→ **Your objective**
Show each line of the records below where the word "image" occurs.

Data records
· · · ·
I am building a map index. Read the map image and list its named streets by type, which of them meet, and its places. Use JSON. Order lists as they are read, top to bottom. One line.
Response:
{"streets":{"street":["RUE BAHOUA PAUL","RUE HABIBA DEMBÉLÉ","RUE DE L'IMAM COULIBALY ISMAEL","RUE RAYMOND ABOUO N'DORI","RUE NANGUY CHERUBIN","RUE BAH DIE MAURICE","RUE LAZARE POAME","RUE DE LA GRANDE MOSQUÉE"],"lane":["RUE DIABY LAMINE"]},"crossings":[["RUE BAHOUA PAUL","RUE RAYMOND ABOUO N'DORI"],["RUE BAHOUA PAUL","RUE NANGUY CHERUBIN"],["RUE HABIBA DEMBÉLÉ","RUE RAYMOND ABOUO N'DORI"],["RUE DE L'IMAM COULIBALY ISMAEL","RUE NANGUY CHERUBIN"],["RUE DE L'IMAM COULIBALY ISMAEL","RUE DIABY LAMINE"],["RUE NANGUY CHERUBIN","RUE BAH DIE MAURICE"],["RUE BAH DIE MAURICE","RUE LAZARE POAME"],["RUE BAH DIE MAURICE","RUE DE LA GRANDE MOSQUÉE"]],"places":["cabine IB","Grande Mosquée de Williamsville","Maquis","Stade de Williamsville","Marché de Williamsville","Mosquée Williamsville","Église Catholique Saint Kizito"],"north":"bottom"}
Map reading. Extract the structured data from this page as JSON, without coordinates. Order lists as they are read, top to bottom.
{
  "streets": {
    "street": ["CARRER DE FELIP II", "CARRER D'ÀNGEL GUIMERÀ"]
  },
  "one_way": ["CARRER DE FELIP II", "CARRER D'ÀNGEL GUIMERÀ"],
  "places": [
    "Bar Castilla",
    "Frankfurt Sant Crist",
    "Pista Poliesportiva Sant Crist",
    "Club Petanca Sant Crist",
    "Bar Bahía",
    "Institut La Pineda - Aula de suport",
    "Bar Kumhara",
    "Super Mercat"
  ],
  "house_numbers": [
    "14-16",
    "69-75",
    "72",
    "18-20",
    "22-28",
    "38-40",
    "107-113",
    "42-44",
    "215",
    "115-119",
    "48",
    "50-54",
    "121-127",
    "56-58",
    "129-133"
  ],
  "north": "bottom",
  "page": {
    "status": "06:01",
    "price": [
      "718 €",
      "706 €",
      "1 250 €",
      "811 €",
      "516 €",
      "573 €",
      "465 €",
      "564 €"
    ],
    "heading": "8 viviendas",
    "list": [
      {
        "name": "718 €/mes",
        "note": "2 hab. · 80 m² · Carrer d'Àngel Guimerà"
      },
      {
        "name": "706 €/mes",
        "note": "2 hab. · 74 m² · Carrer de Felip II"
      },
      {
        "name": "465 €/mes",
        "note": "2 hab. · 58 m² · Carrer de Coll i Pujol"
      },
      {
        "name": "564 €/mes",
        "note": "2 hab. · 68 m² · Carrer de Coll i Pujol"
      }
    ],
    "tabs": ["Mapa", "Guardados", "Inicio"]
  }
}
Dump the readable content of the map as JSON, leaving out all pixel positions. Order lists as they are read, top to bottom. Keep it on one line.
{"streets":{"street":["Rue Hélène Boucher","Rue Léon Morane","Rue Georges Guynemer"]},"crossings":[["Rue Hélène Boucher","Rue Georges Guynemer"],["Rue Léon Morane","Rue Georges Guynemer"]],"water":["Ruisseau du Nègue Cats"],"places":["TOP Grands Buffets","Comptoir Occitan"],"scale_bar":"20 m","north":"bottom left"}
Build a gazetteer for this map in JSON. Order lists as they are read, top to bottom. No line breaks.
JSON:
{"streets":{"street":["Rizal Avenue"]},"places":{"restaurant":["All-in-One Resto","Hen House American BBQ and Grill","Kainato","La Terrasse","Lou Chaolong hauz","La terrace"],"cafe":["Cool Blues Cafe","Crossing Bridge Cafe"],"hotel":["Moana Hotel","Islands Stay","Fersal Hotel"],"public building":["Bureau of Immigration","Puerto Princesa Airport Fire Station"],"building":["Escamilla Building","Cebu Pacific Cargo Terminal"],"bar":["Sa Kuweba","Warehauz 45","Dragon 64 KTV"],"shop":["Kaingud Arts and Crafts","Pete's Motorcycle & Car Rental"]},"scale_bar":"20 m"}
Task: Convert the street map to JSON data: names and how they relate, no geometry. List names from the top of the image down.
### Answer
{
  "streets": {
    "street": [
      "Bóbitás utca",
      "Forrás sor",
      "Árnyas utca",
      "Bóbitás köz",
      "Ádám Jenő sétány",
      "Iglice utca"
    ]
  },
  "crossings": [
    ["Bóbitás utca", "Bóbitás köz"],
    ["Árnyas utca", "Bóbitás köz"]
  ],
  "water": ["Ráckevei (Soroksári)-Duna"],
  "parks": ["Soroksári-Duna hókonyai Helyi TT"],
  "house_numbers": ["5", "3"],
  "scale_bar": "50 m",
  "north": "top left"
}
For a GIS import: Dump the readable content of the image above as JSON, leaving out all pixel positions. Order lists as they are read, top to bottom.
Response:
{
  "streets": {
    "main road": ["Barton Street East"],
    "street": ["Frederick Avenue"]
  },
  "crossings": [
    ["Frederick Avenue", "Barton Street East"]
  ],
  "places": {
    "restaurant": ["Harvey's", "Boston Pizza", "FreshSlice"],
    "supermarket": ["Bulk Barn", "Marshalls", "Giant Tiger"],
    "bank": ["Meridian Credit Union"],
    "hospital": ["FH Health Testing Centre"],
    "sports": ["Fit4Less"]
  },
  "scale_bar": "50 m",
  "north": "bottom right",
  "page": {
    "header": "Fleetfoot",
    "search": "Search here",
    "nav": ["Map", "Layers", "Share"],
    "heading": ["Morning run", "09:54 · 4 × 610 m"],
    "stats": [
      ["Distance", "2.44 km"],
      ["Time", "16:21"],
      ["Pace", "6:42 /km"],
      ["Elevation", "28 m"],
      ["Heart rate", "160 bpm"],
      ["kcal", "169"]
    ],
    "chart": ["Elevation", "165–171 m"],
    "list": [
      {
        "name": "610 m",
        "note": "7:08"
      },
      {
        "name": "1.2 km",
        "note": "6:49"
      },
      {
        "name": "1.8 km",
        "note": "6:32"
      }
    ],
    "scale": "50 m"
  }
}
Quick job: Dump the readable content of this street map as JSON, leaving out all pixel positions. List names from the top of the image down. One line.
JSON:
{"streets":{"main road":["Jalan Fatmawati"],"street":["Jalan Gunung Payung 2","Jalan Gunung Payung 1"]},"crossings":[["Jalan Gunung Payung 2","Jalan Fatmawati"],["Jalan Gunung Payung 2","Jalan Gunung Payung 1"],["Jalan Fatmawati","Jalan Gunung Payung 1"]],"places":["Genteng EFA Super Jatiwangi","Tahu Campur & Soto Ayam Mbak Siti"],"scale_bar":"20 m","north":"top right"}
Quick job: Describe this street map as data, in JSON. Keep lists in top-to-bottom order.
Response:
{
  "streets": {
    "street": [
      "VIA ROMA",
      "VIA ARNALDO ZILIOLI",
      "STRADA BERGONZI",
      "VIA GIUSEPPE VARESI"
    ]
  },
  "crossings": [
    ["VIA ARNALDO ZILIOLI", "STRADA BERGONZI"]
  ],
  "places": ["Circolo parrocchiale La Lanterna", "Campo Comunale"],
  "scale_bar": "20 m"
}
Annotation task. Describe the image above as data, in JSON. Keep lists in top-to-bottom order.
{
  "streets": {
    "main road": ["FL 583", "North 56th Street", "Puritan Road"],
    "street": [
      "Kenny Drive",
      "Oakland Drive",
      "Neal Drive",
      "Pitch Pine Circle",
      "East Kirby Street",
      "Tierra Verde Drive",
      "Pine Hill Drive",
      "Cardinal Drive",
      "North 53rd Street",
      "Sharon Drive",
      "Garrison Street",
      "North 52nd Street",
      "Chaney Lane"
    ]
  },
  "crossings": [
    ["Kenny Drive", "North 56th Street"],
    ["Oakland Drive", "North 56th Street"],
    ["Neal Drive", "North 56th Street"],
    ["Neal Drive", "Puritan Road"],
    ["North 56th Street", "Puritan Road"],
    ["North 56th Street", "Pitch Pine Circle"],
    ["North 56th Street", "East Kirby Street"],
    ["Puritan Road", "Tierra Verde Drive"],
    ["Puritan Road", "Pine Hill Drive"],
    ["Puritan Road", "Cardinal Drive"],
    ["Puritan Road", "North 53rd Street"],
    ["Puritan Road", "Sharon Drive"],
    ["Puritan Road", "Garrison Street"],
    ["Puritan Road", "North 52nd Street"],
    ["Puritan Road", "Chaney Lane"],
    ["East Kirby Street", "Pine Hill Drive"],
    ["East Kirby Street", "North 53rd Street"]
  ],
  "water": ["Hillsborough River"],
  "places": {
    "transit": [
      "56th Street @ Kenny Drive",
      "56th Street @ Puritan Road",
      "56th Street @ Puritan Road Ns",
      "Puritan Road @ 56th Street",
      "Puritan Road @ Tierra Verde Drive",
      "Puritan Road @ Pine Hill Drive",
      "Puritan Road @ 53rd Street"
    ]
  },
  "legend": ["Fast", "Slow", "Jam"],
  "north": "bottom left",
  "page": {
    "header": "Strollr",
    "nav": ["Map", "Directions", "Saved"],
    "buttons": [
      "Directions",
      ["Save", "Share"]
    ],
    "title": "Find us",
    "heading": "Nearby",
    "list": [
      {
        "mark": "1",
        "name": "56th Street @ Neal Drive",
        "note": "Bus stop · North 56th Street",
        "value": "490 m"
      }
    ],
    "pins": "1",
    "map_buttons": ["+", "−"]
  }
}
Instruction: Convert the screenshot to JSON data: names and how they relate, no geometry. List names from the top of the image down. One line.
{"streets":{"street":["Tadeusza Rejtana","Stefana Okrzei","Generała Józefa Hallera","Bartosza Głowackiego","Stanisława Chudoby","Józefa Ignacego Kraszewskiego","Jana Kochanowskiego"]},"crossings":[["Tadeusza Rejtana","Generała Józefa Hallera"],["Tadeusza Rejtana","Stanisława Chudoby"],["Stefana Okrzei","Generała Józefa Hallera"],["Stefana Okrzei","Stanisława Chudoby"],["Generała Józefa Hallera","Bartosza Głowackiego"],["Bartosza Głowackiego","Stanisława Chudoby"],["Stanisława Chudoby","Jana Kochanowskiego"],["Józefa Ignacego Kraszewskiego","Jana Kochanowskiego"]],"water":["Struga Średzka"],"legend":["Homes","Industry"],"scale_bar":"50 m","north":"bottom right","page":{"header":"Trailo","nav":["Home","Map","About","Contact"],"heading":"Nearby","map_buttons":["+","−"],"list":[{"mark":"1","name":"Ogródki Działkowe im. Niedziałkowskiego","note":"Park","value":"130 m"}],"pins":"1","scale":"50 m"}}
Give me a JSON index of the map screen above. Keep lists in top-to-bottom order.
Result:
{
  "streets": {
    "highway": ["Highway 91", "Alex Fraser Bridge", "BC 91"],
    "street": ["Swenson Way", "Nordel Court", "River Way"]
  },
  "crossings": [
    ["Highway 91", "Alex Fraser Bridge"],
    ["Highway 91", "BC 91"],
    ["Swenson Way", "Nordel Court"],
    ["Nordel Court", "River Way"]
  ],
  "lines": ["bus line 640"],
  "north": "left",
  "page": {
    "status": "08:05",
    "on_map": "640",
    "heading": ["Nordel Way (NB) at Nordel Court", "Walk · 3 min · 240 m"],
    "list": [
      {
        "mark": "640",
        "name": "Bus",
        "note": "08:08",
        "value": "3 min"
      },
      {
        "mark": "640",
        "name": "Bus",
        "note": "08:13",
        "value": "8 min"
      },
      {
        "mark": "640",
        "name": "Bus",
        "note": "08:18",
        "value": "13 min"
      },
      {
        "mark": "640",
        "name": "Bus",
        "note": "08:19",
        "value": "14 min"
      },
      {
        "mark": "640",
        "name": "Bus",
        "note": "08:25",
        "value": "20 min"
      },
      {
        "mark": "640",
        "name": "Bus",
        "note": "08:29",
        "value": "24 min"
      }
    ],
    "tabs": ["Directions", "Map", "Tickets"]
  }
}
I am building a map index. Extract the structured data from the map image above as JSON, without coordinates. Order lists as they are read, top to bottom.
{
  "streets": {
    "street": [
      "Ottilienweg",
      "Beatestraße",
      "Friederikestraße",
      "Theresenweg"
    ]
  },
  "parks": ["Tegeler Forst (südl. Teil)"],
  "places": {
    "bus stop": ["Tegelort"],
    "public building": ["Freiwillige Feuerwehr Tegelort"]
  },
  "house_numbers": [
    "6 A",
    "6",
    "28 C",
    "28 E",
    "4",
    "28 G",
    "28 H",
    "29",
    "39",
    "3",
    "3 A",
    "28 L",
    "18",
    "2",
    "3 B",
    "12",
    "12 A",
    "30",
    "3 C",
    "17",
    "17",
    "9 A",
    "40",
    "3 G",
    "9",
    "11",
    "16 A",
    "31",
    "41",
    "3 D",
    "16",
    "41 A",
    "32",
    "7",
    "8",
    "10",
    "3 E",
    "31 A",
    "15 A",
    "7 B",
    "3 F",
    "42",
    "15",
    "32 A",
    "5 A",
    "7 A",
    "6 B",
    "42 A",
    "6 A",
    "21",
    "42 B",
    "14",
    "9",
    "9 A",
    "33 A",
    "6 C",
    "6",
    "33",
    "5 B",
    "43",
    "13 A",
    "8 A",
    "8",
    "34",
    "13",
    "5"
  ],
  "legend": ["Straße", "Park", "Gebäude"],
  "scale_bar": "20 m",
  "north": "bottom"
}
· · · ·
→ **Task solution**
I am building a map index. Read the map image and list its named streets by type, which of them meet, and its places. Use JSON. Order lists as they are read, top to bottom. One line.
Task: Convert the street map to JSON data: names and how they relate, no geometry. List names from the top of the image down.
For a GIS import: Dump the readable content of the image above as JSON, leaving out all pixel positions. Order lists as they are read, top to bottom.
Quick job: Dump the readable content of this street map as JSON, leaving out all pixel positions. List names from the top of the image down. One line.
Annotation task. Describe the image above as data, in JSON. Keep lists in top-to-bottom order.
Instruction: Convert the screenshot to JSON data: names and how they relate, no geometry. List names from the top of the image down. One line.
I am building a map index. Extract the structured data from the map image above as JSON, without coordinates. Order lists as they are read, top to bottom.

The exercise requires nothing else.